第49話:惑星規模の西松屋と、帝国のハローワーク
「……マスター。子供たち、12人もいる。……今の宮殿じゃ、遊ぶスペース、足りない。……銀河一つ分くらい、プレイルームにしたい」
お腹をさすりながら、セレスが淡々と、しかしとんでもない要求を口にする。
「そうだね。おもちゃも12倍必要だし……よし、隣の空いている銀河に『ベビー用品専用の惑星』を作っちゃおうか」
リアムが指を鳴らす。
『古代魔法:【万象創造・銀河モール】』
何もない真空の宙域に、突如として巨大な土星のような環を持つ惑星が出現した。ただし、その環はすべて「最新のベビーカー」や「最高級のオムツ」が流れるコンベアベルトであり、地表はすべて「転んでも痛くないマシュマロ素材の大地」でできている。
「な、なんですかこれぇぇ! 私が一生かかって稼ぐ金額より、この惑星の『砂の一粒』の方が価値があるですよ!」
商人のミーシャが、あまりの規模に泡を吹いて倒れそうになる。
一方、この巨大モールの運営には膨大な「人手」が必要だった。
そこに目をつけたのが、リアムの「雑巾」のおかげで命だけは繋いでいるものの、経済が完全に死んだ旧帝国の貴族や騎士たちだ。
「……お願いだ。何でもする! あの惑星の『おもちゃの動作確認係』でもいい、雇ってくれ!」
かつてリアムを「無能」と蔑んだ元宮廷魔導師たちが、プライドを捨てて面接に並ぶ。
面接官を務めるのは、厳しい眼差しをしたアイリスだ。
「……貴殿は、リアム様が幼少期に書いた『魔法の理論書』を、鼻で笑って破り捨てた記録があるな。不合格だ。……隣の『宇宙和牛の糞尿処理係』なら空きがあるが?」
「く、屈辱だ……。だが、あそこの食堂で出る『余り物のスープ』一杯で、魔力が10年分回復すると聞く。……やらせてください!」
かつての権力者たちが、リアムの子供たちのために「泥にまみれて働く」ことで、間接的に帝国への「ざまぁ」が完成していく。

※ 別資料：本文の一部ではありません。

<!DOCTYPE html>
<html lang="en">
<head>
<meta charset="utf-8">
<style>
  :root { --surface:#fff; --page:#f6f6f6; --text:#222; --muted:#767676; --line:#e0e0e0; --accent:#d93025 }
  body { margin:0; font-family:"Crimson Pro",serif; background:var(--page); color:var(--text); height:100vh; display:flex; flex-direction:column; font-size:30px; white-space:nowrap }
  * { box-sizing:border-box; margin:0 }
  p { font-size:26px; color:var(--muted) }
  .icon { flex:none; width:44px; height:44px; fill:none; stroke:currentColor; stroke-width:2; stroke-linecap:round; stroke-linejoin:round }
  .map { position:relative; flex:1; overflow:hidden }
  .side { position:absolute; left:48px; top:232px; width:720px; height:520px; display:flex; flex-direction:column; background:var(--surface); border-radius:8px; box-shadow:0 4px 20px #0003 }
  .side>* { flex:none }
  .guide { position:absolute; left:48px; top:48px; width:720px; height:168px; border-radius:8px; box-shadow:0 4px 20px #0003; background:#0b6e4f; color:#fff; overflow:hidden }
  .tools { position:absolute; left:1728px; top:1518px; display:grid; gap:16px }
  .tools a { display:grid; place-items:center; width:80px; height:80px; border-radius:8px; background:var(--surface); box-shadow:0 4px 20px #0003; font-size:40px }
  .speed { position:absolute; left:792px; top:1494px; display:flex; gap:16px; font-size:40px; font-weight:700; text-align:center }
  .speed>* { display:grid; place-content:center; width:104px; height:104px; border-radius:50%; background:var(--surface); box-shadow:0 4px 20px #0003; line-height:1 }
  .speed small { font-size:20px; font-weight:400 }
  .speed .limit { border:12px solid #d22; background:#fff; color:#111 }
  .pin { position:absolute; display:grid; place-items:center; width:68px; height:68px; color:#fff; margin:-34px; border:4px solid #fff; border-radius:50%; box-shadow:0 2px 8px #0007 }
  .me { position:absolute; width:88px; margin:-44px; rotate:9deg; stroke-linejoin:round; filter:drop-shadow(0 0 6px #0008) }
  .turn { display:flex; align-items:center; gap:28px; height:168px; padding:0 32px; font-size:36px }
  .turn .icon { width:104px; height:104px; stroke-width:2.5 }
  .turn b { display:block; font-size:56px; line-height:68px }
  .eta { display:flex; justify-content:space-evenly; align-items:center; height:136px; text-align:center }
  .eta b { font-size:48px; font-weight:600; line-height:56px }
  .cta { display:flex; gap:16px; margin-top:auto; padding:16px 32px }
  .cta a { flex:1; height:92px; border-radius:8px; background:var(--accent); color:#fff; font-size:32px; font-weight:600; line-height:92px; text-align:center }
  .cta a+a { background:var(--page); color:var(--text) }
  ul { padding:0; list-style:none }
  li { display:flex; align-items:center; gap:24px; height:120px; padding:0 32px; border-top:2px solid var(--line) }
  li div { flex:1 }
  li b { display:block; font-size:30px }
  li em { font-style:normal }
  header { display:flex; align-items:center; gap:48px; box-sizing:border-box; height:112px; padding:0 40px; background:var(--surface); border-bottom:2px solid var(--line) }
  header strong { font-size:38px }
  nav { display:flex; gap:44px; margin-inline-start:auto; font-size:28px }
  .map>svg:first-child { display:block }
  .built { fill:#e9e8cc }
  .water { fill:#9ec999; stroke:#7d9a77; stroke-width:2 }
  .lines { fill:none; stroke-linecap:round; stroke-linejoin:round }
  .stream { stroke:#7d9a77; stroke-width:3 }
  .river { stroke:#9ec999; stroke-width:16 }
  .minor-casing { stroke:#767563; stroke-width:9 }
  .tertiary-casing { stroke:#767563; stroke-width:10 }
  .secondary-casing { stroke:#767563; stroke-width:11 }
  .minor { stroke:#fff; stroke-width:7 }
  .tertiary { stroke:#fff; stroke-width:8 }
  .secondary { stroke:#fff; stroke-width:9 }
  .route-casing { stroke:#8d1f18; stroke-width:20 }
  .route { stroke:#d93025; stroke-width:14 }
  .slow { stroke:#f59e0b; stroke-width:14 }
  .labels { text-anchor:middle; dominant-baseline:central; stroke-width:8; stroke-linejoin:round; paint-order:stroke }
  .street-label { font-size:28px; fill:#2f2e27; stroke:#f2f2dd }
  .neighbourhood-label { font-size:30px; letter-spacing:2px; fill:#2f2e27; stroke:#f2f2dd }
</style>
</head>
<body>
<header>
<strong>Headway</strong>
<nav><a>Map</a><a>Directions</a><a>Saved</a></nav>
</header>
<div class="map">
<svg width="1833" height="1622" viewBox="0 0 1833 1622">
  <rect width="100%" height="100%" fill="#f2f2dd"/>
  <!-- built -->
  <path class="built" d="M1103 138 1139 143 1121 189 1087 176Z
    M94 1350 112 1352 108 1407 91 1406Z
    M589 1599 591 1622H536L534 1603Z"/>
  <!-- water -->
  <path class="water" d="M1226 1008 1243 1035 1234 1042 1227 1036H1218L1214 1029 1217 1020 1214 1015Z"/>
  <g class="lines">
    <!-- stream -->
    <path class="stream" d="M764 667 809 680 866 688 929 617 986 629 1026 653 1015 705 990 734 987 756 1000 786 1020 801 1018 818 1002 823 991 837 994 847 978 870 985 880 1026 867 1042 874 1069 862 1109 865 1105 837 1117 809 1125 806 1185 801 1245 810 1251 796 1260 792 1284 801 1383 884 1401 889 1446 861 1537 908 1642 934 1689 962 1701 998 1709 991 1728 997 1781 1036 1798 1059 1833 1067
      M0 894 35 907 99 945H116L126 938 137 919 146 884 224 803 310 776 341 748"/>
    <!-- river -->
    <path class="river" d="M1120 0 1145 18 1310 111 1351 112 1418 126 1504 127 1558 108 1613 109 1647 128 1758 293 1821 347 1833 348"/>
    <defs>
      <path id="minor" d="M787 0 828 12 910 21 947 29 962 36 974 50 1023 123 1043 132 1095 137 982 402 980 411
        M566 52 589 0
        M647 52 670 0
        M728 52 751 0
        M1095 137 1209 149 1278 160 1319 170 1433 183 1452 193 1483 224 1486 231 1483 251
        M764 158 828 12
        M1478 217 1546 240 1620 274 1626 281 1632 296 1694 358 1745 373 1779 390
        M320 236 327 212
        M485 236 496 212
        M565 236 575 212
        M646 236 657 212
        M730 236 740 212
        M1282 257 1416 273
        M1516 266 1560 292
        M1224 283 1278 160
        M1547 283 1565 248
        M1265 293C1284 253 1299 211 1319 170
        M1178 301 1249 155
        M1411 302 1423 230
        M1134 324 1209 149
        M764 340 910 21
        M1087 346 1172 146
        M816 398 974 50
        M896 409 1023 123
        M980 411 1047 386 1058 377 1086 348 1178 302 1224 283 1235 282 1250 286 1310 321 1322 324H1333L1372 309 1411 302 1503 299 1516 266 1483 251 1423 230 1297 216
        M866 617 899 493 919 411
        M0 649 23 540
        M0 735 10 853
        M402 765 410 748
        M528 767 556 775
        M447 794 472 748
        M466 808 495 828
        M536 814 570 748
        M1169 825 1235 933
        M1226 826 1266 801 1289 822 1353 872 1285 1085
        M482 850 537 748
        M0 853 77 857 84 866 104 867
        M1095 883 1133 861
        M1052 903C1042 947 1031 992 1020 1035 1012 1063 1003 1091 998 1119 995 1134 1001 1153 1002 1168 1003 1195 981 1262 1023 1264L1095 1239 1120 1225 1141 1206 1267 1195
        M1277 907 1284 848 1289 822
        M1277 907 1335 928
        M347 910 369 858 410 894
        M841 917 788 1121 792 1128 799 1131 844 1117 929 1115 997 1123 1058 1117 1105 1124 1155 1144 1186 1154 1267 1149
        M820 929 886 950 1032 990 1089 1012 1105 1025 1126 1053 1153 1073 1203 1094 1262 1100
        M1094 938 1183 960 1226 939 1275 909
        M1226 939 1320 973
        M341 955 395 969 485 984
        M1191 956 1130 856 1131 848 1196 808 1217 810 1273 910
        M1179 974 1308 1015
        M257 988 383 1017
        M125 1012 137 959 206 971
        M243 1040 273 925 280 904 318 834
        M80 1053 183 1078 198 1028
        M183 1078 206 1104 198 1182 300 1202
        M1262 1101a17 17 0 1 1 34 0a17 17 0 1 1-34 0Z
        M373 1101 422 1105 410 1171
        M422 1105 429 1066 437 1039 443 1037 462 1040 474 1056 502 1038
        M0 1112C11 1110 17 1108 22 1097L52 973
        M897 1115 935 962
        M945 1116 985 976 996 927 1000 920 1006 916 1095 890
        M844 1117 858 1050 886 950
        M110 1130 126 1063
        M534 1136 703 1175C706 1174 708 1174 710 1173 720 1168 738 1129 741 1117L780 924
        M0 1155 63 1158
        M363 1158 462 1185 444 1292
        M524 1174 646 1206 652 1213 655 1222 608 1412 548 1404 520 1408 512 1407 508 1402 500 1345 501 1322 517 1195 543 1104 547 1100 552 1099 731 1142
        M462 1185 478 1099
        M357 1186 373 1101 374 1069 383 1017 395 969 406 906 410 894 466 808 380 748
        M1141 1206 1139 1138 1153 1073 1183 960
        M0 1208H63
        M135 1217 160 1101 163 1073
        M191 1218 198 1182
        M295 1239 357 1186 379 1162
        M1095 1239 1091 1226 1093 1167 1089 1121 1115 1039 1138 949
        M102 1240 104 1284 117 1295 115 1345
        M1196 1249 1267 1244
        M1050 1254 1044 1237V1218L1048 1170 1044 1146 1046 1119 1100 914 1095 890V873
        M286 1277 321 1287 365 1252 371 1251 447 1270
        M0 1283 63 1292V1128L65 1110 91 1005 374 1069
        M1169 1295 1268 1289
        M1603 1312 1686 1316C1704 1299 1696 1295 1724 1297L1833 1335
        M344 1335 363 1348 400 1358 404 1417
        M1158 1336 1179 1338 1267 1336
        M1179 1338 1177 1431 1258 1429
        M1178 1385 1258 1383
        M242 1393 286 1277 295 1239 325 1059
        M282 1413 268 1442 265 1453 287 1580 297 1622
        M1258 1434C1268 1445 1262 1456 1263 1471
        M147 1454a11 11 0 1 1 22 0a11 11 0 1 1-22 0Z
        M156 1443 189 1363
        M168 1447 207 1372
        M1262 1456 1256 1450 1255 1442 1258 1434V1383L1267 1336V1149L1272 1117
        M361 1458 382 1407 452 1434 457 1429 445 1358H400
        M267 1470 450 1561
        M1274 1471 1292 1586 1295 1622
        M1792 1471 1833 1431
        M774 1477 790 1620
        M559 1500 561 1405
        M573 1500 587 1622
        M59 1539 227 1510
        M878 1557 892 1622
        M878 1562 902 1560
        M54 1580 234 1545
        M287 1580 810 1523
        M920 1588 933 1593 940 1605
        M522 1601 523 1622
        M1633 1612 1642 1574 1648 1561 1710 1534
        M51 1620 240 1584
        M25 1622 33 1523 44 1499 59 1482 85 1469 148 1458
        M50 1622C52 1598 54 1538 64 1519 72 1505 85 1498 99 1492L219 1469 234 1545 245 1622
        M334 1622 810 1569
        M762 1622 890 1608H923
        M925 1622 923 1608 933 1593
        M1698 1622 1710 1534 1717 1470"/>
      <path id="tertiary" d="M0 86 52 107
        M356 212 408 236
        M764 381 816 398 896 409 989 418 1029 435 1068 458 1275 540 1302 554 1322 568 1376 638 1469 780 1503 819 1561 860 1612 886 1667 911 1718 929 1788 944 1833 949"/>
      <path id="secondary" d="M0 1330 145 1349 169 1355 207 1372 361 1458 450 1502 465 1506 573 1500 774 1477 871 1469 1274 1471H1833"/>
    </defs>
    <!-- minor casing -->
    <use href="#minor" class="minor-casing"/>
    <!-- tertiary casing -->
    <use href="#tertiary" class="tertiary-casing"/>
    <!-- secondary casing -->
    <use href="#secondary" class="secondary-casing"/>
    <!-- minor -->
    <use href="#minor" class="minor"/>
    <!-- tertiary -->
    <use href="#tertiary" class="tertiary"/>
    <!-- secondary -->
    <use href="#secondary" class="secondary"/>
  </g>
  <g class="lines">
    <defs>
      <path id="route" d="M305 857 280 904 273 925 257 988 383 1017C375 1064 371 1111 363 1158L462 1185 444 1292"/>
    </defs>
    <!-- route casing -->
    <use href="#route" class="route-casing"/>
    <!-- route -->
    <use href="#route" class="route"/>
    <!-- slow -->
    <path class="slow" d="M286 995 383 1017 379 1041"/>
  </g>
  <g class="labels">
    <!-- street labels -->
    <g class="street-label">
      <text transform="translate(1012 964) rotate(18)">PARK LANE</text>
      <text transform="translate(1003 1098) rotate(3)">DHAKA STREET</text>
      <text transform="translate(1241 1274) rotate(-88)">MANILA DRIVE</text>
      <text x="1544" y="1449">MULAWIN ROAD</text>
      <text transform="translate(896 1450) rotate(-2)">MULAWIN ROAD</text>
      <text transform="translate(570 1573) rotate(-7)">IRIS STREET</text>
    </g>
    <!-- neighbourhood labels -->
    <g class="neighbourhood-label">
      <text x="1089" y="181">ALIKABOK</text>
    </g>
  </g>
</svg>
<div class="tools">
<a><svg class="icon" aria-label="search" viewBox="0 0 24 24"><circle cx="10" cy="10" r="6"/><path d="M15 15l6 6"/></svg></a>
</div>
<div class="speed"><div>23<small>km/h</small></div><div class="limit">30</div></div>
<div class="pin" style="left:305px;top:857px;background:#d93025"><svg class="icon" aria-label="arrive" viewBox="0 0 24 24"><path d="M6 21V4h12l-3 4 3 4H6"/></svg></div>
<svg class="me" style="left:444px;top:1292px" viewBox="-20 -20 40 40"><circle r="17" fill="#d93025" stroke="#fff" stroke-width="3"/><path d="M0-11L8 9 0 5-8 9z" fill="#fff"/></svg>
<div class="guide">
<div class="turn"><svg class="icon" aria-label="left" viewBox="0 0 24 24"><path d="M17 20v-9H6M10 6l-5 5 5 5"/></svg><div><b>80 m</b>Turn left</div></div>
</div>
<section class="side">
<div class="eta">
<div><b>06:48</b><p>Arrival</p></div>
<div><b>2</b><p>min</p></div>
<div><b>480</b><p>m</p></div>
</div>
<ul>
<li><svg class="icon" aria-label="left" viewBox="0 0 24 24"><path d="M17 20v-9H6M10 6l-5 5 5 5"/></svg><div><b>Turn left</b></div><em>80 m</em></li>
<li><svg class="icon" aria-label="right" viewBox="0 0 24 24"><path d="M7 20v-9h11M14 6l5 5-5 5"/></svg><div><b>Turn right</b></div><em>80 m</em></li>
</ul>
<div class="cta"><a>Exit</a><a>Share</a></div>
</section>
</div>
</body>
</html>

モールの中央にある「胎教センター」では、先代聖王アストライアが11人の妊婦ヒロインを前に、講義を行っていた。
「いい? 坊やたちの子供は、生まれた瞬間に『宇宙の法則』を書き換える力を持つわ。……だから、最初の言葉が『パパ、おっぱい』じゃなくて『全次元、平伏せ』にならないように、私が精神修養を教えてあげるわ」
「アストライアさん、それは胎教というより『魔王の育成』になっていませんか……?」
リアムが苦笑いしながら、特製の「つわり軽減ハーブティー(銀河の雫入り)」を配って回る。
12人のヒロインがリアムの愛を一身に浴び、宇宙がかつてないほど「家族の形」へと収束していく。